■ **Data for the task**:
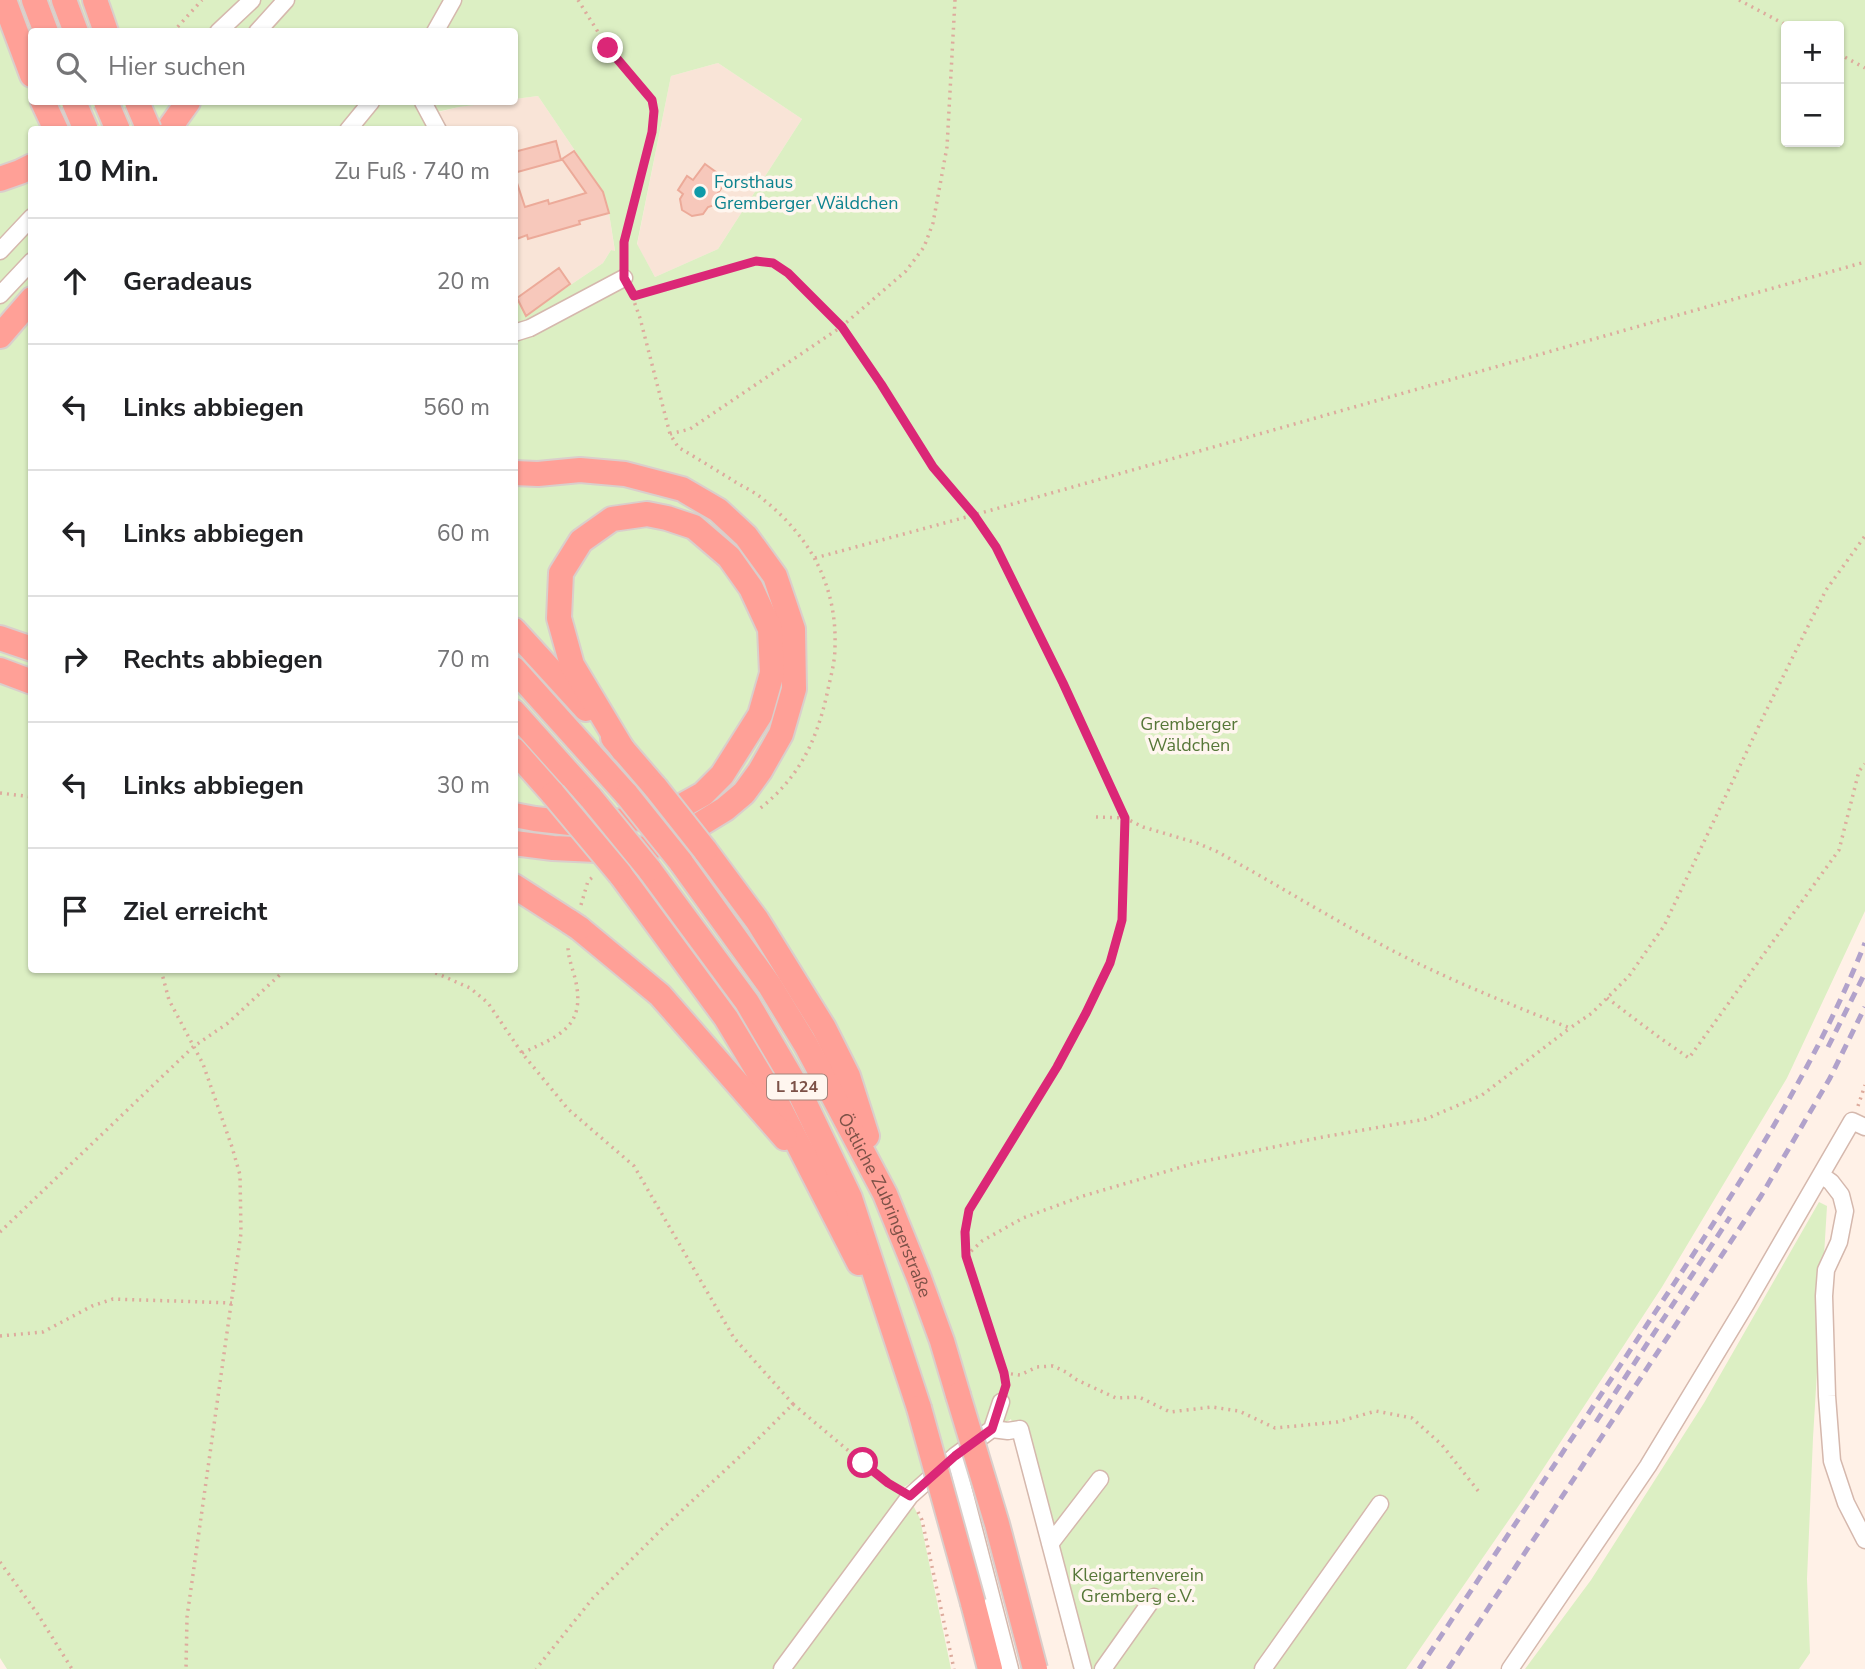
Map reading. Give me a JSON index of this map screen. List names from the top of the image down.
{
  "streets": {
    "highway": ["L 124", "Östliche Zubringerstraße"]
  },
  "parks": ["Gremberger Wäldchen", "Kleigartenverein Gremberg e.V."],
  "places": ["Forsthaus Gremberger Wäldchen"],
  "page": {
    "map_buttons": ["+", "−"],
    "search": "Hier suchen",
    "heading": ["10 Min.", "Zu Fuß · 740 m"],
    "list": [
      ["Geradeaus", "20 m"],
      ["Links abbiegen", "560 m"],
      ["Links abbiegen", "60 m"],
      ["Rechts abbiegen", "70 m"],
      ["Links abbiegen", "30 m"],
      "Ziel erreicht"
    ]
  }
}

■ **Task item**: Retype the data shown above exactly, excluding any picture it contains.

■ **Solution below**:
Map reading. Give me a JSON index of this map screen. List names from the top of the image down.
{
  "streets": {
    "highway": ["L 124", "Östliche Zubringerstraße"]
  },
  "parks": ["Gremberger Wäldchen", "Kleigartenverein Gremberg e.V."],
  "places": ["Forsthaus Gremberger Wäldchen"],
  "page": {
    "map_buttons": ["+", "−"],
    "search": "Hier suchen",
    "heading": ["10 Min.", "Zu Fuß · 740 m"],
    "list": [
      ["Geradeaus", "20 m"],
      ["Links abbiegen", "560 m"],
      ["Links abbiegen", "60 m"],
      ["Rechts abbiegen", "70 m"],
      ["Links abbiegen", "30 m"],
      "Ziel erreicht"
    ]
  }
}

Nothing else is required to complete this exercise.